WHAT TO WORK ON:
Begin at the top of the records below and return each line exactly through the line with "0 #5a4832) drop-shadow(-2px". Skip pictures.

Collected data

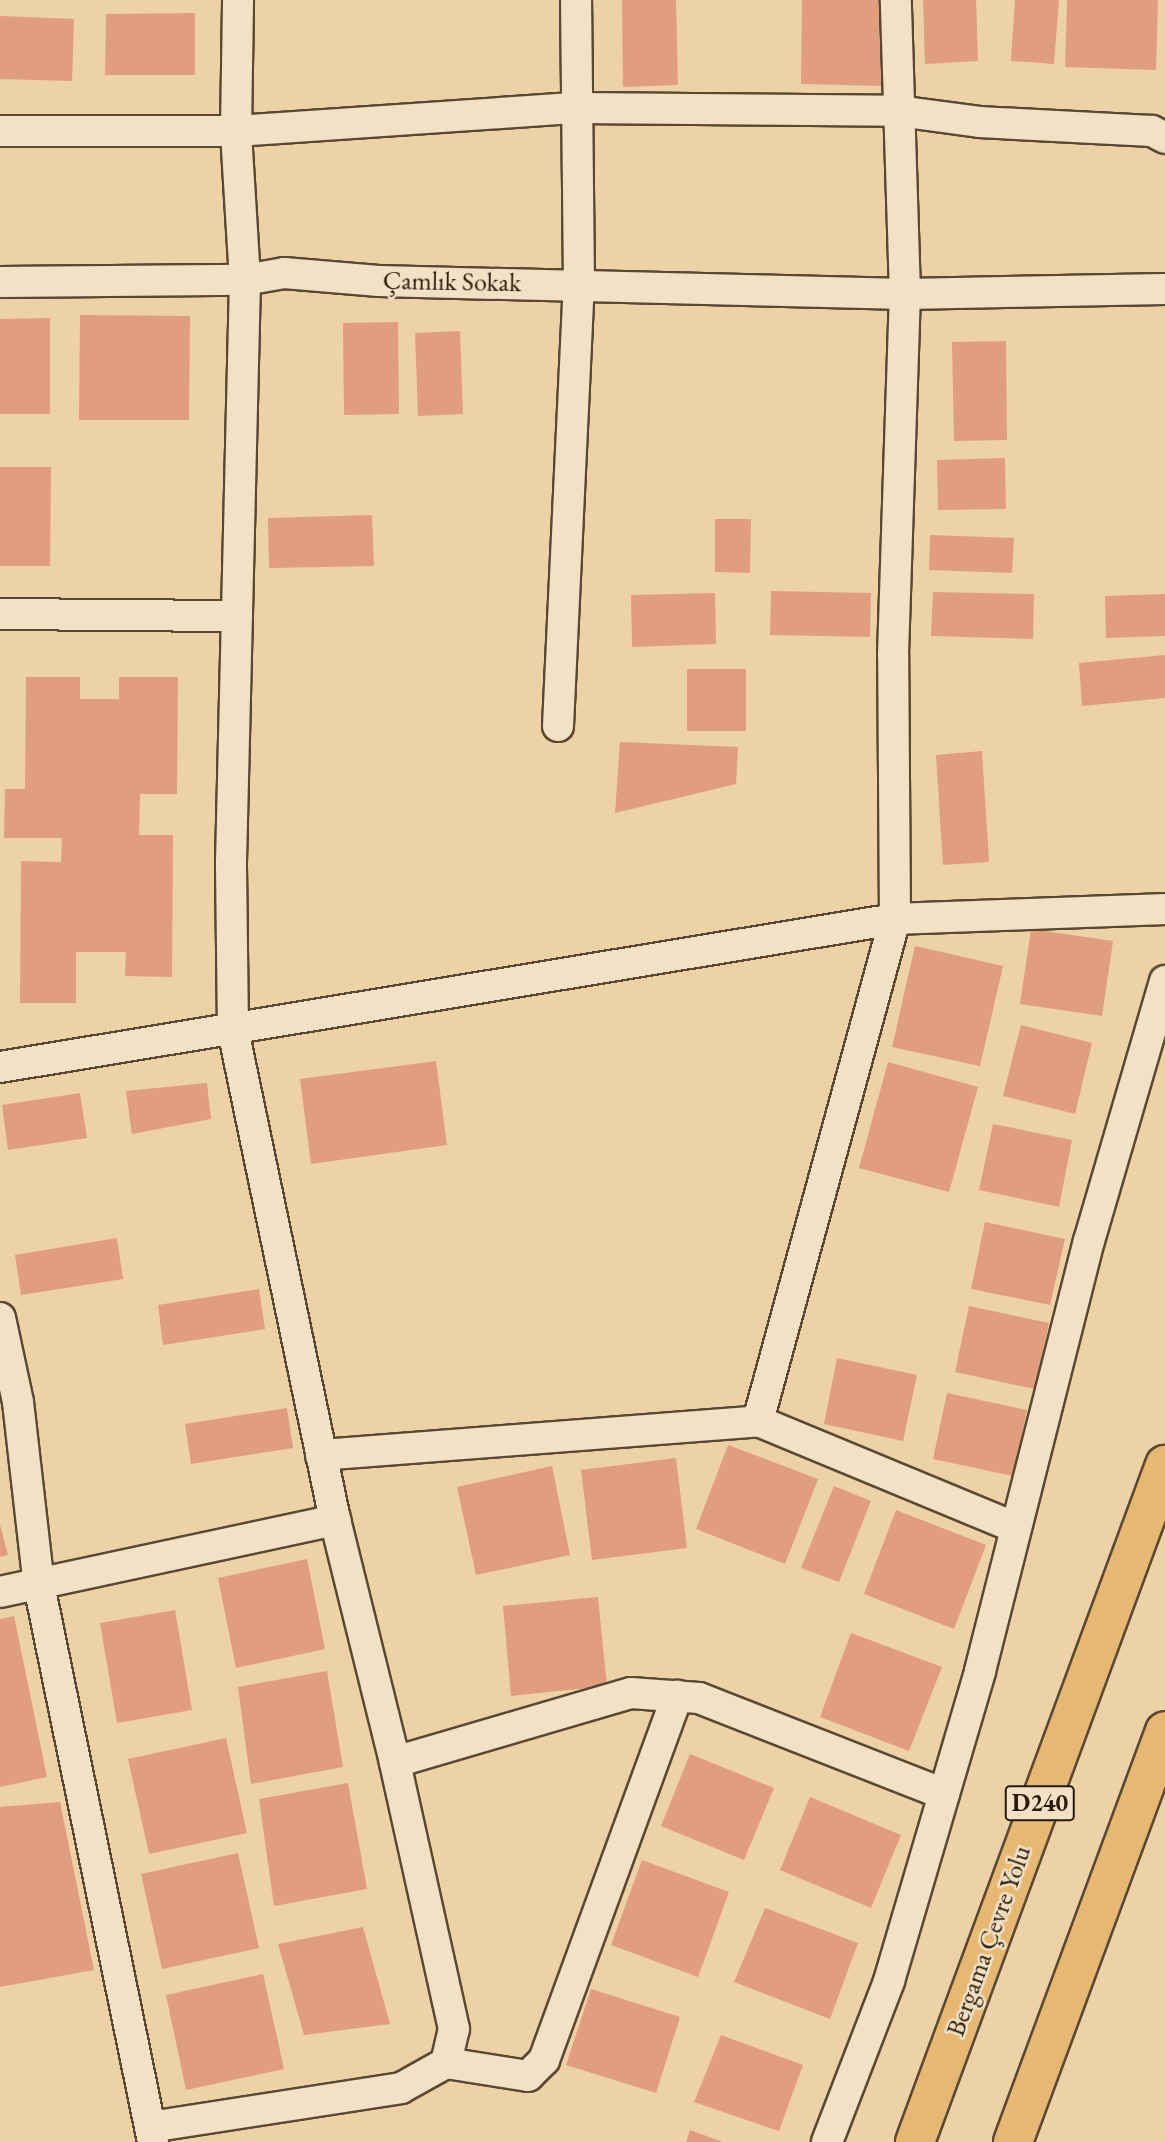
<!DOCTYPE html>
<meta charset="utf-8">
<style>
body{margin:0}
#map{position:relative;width:1165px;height:2142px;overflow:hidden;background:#edd1a7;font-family:"EB Garamond",serif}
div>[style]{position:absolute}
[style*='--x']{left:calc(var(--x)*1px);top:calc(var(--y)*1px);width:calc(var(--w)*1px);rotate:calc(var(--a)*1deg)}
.building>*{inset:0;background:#e19e7f}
.roads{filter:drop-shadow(2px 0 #5a4832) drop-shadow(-2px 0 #5a4832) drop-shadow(0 2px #5a4832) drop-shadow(0 -2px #5a4832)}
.minor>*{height:30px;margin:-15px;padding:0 15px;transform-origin:15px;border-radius:15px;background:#f3e1c6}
.trunk>*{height:38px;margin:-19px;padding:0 19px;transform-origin:19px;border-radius:19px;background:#e6b874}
span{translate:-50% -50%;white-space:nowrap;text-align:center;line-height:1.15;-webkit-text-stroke:5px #f3e1c6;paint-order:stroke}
.shield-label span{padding:2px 5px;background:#f3e1c6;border:2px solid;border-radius:5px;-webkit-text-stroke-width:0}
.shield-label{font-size:24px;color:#291b0b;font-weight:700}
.street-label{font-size:26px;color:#291b0b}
</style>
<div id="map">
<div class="building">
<i style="clip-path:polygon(622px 0,676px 0,678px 85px,623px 87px)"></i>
<i style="clip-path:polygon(802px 0,885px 0,884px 86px,801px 84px)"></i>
<i style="clip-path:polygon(923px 0,976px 0,978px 61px,925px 64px)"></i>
<i style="clip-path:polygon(1015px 0,1059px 0,1054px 64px,1011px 61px)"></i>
<i style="clip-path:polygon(1067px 0,1158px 0,1156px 70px,1065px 67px)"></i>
<i style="clip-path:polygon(195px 13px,195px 75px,105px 75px,106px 14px)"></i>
<i style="clip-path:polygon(0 16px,74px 19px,72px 81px,0 79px)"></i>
<i style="clip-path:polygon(80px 315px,190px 316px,189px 420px,79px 420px)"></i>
<i style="clip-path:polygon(50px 318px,50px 414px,0 414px,0 319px)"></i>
<i style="clip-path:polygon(398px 322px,399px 414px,344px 415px,343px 323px)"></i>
<i style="clip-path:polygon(460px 331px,463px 414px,418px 416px,415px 333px)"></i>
<i style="clip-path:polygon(1006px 341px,1007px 440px,954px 441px,952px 342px)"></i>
<i style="clip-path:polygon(1005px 458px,1006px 509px,938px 510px,937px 460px)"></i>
<i style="clip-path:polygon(0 467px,51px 467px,50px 566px,0 566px)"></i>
<i style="clip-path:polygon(372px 515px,374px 566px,269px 568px,268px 518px)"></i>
<i style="clip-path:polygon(715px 519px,751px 519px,750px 573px,715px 572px)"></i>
<i style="clip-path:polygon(930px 535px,1014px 538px,1012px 573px,929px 570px)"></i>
<i style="clip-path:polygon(771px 591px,871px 593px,870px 637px,770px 635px)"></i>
<i style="clip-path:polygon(933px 592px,1034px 594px,1033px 639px,931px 636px)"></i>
<i style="clip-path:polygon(715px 593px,716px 644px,632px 647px,631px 595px)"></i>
<i style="clip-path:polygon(1165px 594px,1165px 636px,1106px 638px,1105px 596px)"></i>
<i style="clip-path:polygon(1165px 655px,1165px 698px,1082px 706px,1079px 663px)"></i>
<i style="clip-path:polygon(687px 669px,746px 669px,746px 731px,687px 731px)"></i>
<i style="clip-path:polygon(26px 677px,80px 677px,80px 699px,119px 699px,119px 677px,178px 677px,177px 794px,140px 794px,139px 835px,173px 835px,172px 977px,125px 976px,126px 952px,76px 952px,76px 1003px,20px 1003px,21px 861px,61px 862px,62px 838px,4px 838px,5px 789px,25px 789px)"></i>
<i style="clip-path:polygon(620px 742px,738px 747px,736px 784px,615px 813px)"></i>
<i style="clip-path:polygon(982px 751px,989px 862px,943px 865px,936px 755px)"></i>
<i style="clip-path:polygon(1031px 929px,1113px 941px,1102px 1016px,1020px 1004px)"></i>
<i style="clip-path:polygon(915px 946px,1003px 966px,980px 1066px,892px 1047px)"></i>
<i style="clip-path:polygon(1021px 1025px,1092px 1043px,1075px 1114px,1003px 1096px)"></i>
<i style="clip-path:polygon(436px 1061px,447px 1145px,311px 1164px,300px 1079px)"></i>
<i style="clip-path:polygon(888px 1062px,978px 1087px,949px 1192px,859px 1168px)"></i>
<i style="clip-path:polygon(207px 1083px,211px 1119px,132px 1134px,126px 1091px)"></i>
<i style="clip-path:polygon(80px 1093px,87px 1138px,8px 1150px,2px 1105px)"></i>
<i style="clip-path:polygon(993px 1124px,1072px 1140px,1059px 1207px,979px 1190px)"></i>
<i style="clip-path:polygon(985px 1222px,1065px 1239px,1050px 1305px,971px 1289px)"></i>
<i style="clip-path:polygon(117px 1238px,123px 1279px,21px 1295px,15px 1255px)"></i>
<i style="clip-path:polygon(259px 1289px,265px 1329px,163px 1345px,158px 1305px)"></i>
<i style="clip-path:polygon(969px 1306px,1049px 1323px,1035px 1389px,955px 1372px)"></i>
<i style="clip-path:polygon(837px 1358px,917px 1375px,903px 1441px,824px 1424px)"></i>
<i style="clip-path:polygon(947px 1393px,1027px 1410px,1013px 1476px,933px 1459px)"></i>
<i style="clip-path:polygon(287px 1408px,293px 1448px,191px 1464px,185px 1424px)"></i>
<i style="clip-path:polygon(728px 1445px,818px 1479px,785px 1564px,696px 1529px)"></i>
<i style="clip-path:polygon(676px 1458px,687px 1548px,592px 1560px,581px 1470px)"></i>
<i style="clip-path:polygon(552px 1466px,570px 1555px,476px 1575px,457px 1487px)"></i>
<i style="clip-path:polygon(834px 1486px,871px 1501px,839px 1582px,801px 1568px)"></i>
<i style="clip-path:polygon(896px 1510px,986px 1545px,954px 1629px,864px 1594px)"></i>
<i style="clip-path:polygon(0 1525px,8px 1555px,0 1557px)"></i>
<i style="clip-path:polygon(307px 1559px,325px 1649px,236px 1668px,218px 1578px)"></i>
<i style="clip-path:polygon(598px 1597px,607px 1686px,511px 1696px,503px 1606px)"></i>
<i style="clip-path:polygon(175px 1610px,192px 1710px,117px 1723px,100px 1623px)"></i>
<i style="clip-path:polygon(14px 1616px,47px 1777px,0 1787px,0 1619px)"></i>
<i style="clip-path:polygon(851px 1633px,942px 1667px,909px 1751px,820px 1717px)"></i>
<i style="clip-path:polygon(327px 1671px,343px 1767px,251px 1784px,238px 1687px)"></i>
<i style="clip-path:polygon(226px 1738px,247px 1833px,149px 1854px,128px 1759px)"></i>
<i style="clip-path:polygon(690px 1754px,774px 1788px,744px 1860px,661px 1826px)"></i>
<i style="clip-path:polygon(348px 1783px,367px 1889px,274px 1906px,259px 1799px)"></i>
<i style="clip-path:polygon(810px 1797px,901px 1835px,871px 1908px,780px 1870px)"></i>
<i style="clip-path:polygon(60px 1802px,94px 1970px,0 1987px,0 1807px)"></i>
<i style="clip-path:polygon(238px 1853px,259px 1948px,162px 1969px,141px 1874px)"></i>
<i style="clip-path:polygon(642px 1860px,729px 1892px,698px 1977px,611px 1945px)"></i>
<i style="clip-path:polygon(765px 1908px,858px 1943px,830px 2019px,734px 1982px)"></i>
<i style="clip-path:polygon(363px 1927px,390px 2024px,304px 2035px,278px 1944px)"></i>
<i style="clip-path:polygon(263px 1974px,284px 2069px,186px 2090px,166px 1995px)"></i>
<i style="clip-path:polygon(591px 1989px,680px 2017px,656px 2093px,566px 2065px)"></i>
<i style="clip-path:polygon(721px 2035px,803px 2065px,779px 2131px,694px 2102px)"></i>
<i style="clip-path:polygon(690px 2130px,723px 2142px,686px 2142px)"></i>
</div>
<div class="roads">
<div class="minor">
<i style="--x:0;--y:131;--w:236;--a:0"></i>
<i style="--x:236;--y:131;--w:341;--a:-3.9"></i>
<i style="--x:576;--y:108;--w:322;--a:0.5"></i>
<i style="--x:898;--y:111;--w:82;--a:7.7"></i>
<i style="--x:979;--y:122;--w:173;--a:3"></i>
<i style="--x:1152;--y:131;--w:15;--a:28"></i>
<i style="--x:0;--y:282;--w:245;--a:-0.5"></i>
<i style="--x:245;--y:280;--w:40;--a:-10"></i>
<i style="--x:284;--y:273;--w:95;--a:4.8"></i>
<i style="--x:379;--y:281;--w:526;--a:1.42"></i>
<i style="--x:905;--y:294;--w:260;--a:-1.1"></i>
<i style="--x:0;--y:614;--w:237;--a:0.5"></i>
<i style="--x:558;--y:726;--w:443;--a:-87.3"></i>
<i style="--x:579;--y:283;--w:283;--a:-90.6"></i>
<i style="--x:0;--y:1067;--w:907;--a:-9.39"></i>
<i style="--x:895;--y:919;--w:270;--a:-2.1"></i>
<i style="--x:0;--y:1318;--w:86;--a:77.9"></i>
<i style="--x:18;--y:1402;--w:184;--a:83.5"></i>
<i style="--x:39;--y:1585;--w:569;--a:78.43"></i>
<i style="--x:758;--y:1421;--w:279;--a:22.5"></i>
<i style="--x:321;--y:1455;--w:438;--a:-4.4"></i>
<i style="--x:758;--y:1421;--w:520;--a:-74.74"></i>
<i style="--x:895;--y:919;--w:265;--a:-90.4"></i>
<i style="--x:893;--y:654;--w:360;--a:-88.1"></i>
<i style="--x:905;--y:294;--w:294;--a:-91.8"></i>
<i style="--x:0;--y:1592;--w:343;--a:-12.1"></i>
<i style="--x:395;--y:1762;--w:246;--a:-16.3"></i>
<i style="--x:631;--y:1693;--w:68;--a:4.2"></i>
<i style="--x:699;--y:1698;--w:263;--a:21.4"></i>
<i style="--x:446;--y:2063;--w:83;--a:9"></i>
<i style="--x:528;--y:2076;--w:23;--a:-45"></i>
<i style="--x:544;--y:2060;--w:388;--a:-69.9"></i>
<i style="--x:150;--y:2127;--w:254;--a:-8.8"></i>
<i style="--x:401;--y:2088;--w:51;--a:-29.1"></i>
<i style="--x:446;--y:2063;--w:35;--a:-77"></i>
<i style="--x:454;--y:2029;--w:273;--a:-102.5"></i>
<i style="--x:395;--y:1762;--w:249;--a:-103.9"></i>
<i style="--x:335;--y:1520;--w:501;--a:-101.76"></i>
<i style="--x:233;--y:1030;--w:168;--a:-90.7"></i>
<i style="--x:231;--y:862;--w:582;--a:-88.62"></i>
<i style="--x:245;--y:280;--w:149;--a:-93.5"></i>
<i style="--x:236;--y:131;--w:131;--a:-89.1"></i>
<i style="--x:827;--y:2142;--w:173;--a:-68.9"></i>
<i style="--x:889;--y:1981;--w:323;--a:-73.6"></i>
<i style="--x:980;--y:1671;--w:444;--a:-75.8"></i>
<i style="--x:1089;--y:1241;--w:271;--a:-73.7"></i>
</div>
<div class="trunk">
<i style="--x:915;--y:2142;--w:722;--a:-69.73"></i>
<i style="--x:1013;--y:2142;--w:438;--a:-69.7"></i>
</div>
</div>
<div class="shield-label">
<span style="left:1040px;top:1803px">D240</span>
</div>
<div class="street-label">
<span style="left:452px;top:282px;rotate:1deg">Çamlık Sokak</span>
<span style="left:989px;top:1941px;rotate:-70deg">Bergama Çevre Yolu</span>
</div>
</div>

EXPECTED OUTPUT:
<!DOCTYPE html>
<meta charset="utf-8">
<style>
body{margin:0}
#map{position:relative;width:1165px;height:2142px;overflow:hidden;background:#edd1a7;font-family:"EB Garamond",serif}
div>[style]{position:absolute}
[style*='--x']{left:calc(var(--x)*1px);top:calc(var(--y)*1px);width:calc(var(--w)*1px);rotate:calc(var(--a)*1deg)}
.building>*{inset:0;background:#e19e7f}
.roads{filter:drop-shadow(2px 0 #5a4832) drop-shadow(-2px 0 #5a4832) drop-shadow(0 2px #5a4832) drop-shadow(0 -2px #5a4832)}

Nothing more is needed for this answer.